* Task input
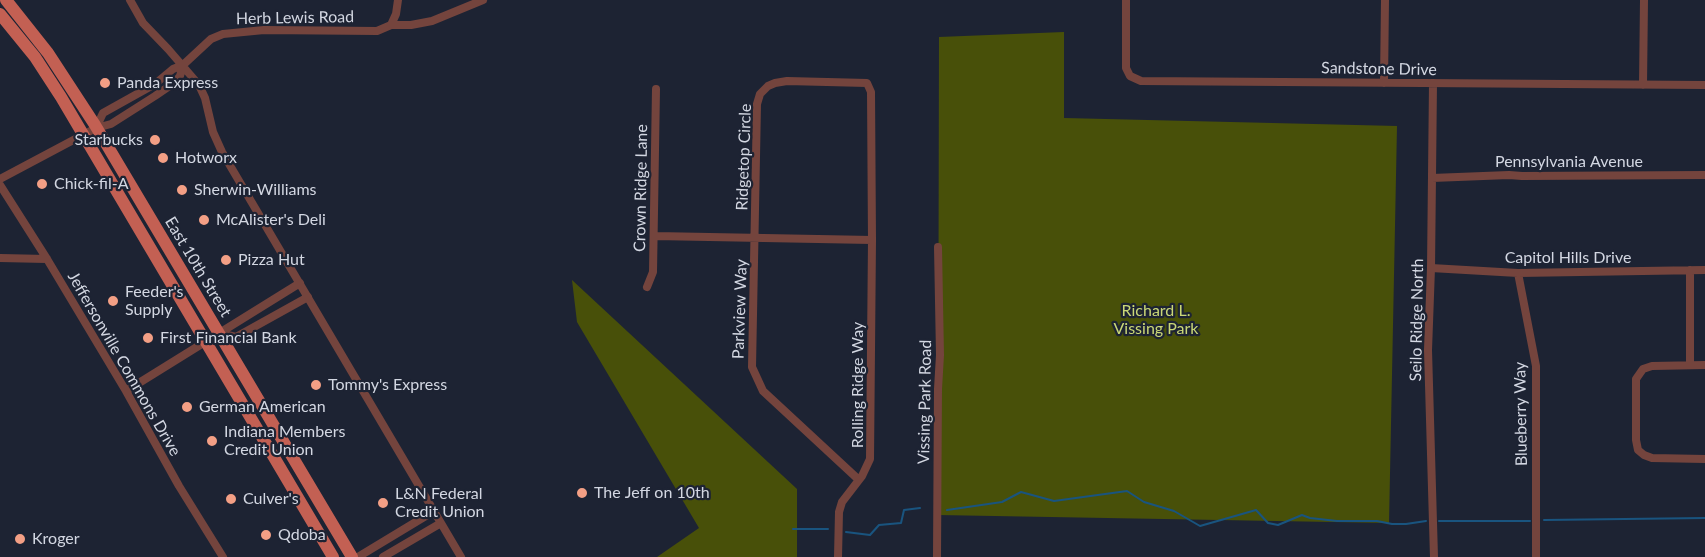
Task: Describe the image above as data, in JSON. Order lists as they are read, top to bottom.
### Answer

==

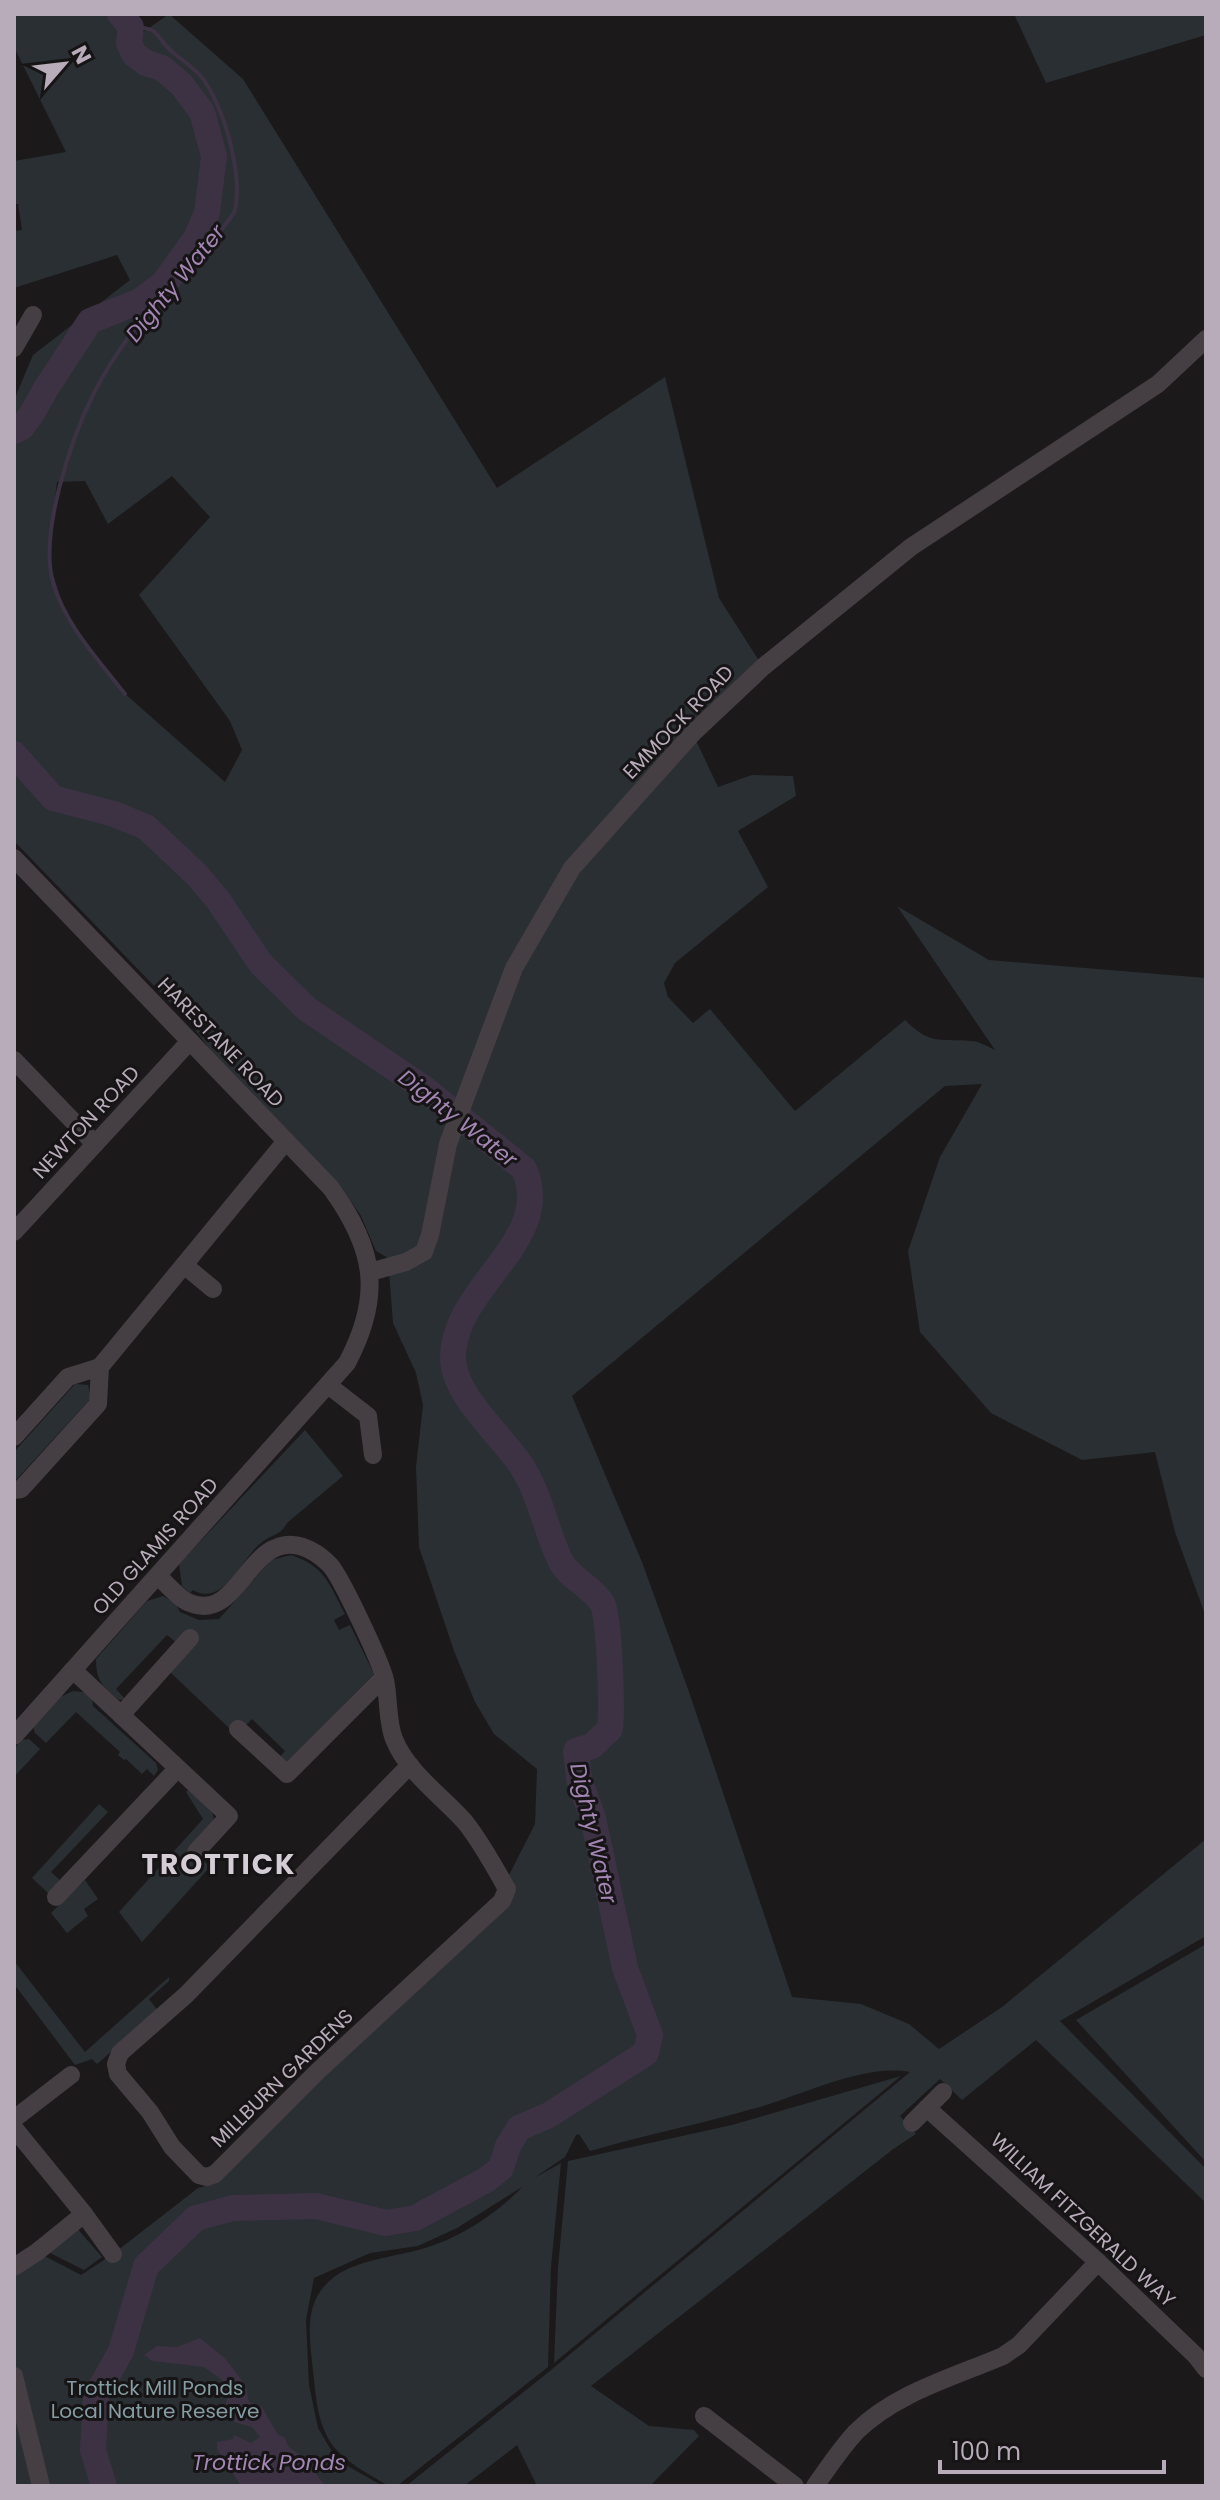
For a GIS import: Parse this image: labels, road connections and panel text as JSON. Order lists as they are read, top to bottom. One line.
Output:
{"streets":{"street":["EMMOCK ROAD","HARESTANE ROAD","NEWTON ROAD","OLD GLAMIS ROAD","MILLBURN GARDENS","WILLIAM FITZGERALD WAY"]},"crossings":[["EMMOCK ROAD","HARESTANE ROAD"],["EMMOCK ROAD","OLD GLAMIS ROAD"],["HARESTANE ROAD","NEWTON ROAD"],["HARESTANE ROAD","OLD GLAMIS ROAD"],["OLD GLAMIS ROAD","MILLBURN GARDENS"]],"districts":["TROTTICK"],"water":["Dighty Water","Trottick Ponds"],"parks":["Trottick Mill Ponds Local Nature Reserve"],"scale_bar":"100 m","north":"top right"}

* Action item
Tally the lines in the records containing the string "JSON"; output only the tally.

* Answer
2